A friend has sent me this photo from, er, 1988, I think. It was a strange and difficult time for me. I'd hung around in Manchester after my degree, sorta doing an M.Phil, sorta doing nothing. Rather than go back to my parents in Yorkshire, I was living that Summer in almost empty student accommodation, the unlovely Oak House in Fallowfield.
I didn't know what I was going to do with my life. I had a vague urge to write, but nothing at all to say. My notebook was filled with vaguely depressing, vaguely self-obsessed thoughts about the Tragedy of Existence, etc etc. Most of my uni friends had moved away. Half of them I'd fallen out with over ... well you can probably imagine.
For days on end I'd talk to no one at all. I was definitely a bit mad. I was convinced I had a doppelgänger, and kept seeing him lurking in shadows. A hunched figure, scavenging garbage, gnawing the grease marks on pizza boxes.
But then some really nice foreign students moved into the halls, and life picked up, a little. There was an extraordinarily pretty Tunisian girl called Hyatt, with whom I had an intensely chaste affair. Just one kiss. She made me Tunisian coffee, flavoured with orange peel.
The guy to the right of Rishi Sunak had been the Jamaican junior table-tennis champion, and we used to play for hours every day. I think his name was Joseph. After a month, I could almost compete with him. I'd maybe get to 13-14, by the time he’d eased his way to 21. Then, on his last day, he said, 'OK, you getting good, now I'll play with spin', and I never got a single ball back. Good lesson.

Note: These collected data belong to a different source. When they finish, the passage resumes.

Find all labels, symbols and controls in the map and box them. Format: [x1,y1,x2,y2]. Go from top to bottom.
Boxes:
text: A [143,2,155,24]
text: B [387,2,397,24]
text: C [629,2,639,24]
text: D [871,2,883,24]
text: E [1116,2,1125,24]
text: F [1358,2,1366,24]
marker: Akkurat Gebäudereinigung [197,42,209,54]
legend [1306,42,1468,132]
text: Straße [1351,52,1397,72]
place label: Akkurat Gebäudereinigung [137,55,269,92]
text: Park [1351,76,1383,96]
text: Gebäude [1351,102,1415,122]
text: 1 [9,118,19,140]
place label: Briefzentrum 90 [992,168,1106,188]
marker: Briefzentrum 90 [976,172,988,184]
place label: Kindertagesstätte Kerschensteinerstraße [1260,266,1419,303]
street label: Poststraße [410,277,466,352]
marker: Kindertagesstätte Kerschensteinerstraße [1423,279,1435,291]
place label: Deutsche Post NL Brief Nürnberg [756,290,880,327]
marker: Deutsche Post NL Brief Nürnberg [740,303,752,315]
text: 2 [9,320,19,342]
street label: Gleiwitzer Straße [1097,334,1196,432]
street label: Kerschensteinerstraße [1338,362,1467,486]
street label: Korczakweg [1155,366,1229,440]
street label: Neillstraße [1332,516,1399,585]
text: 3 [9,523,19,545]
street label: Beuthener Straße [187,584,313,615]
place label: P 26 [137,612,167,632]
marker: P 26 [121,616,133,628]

Towards the end of this strange time, various options came up. I was accepted on a pre-med course, to begin training as a doctor. I was offered a job as a part-time philosophy lecturer at Birmingham Poly. And accepted on to teacher training to become, of all things, a Sociology teacher. And I passed the Civil Service entrance exam. Not the high-flying one, just the standard Executive grade one, guaranteeing me a career of mediocrity interspersed with drabness. I dillied and dallied, unable to make any kind of decision and managed to mess up, or miss most of the opportunities. Other lives would have followed each of those choices. I'm very glad with the way it turned out, but that has nothing to do with me, and everything to do with random chance and the kindness of strangers. Things really should have been much worse for me.
Anyway, here I am, aged 23, with Big Hair and small glasses, in 1988.